The Rider, Part 1
Romulus Threat had enough. Oakland exhausted him. Tired of the swirling around huddled Black people waiting for the bus at his favorite stop.
He hated that Jamoe Penny had the wherewithal to synchronize his cheap watch to the minute to know when the Eighty-Eight Bus would settle at Stanford Avenue and Market Street. Fatigued hovered over him, knowing the same ill-tempered driver he disliked would let Jamoe on without paying, and then watch him roam through the aisle and onto the seat directly behind Romulus, so he can spray flecks of spittle on his earlobe about the gossip of the day – reminding him of failure.
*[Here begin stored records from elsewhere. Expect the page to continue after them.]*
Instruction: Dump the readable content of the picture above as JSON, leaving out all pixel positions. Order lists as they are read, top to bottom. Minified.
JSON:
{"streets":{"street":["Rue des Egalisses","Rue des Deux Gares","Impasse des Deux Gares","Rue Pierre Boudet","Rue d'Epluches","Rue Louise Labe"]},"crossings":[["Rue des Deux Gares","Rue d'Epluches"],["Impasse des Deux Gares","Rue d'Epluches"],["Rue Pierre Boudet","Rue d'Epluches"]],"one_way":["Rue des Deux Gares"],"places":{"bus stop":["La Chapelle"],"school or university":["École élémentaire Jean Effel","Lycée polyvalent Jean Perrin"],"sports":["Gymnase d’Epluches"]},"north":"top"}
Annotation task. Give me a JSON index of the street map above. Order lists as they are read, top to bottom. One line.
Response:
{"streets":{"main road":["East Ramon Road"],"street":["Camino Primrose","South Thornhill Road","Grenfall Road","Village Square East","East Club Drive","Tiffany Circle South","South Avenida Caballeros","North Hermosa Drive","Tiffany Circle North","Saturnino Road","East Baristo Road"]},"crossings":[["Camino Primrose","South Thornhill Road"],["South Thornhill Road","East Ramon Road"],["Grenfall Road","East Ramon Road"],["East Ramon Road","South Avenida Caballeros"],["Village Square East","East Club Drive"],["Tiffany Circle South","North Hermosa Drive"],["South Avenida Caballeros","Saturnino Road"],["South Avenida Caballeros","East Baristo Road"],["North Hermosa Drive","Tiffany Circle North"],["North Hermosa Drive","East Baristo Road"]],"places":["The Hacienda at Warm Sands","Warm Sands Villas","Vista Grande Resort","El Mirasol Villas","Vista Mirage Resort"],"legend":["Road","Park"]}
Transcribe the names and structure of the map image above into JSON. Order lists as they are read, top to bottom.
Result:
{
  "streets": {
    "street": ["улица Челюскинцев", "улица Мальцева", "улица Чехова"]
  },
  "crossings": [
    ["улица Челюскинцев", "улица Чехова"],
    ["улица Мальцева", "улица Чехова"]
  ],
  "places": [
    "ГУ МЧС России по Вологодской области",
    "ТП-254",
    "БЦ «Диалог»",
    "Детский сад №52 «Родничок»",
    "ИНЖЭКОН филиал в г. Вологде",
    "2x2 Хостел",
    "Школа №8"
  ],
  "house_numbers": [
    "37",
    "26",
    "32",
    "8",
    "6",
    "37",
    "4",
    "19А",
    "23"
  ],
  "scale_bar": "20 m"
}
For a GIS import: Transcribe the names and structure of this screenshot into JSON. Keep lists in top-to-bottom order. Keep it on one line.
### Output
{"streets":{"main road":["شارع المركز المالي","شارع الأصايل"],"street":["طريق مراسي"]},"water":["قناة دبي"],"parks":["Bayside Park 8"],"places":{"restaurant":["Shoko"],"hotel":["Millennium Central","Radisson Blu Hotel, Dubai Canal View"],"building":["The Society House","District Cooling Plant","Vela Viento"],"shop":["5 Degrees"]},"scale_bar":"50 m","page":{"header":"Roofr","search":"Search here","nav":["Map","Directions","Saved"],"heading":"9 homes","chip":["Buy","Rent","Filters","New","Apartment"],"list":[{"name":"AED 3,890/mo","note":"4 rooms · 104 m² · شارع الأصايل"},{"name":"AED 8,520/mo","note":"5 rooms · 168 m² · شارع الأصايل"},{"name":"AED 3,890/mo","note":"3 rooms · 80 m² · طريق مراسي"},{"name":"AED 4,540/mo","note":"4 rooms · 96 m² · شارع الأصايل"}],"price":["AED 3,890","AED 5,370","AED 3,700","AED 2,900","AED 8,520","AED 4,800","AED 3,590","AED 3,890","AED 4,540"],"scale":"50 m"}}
The rickety city bus rumbled into the lane, wheezing and hawking out brown exhaust from its backside. Several Black men and an animated, head-nodding Black woman, bopping to screechy sounds through cheap earplugs, milled around the bus stop pole like flat-footed lindy-hoppers waiting their turn to seize the dance floor.
The Eighty-Eight looked ill-fitted to be a real downtown bus line, he thought. With the way it trudged and swayed along the edges of Downtown Oakland, never catching a waft of the new, pristine settlements among aging storefronts and decrepit-looking SRO, at one-time audacious hotels. It even bypassed the alighted pathways to the new people: a coterie of fresh-faced troops bounding streets with such white exuberance and always in dire search for late night amusement. Romulus thought he had seen this before and disliked the way the young white men pumped out their chests when seeing him as if they were helium-inflated partitions wedging itself between the white girls walking with them and Oakland’s Black denizens. He thought he had seen this before.
He glanced into the bus to see the young driver looking askance at the hovering crew standing in front of his door. His mouth screwed to one side and his body carrying a world-weary slouch in his shoulders and eyes pointed heavenward as if searching for some divine patience. The driver had a round, moonish face with a tight curly mass of a beard covering the chubby cheeks and chin of his maple-colored face.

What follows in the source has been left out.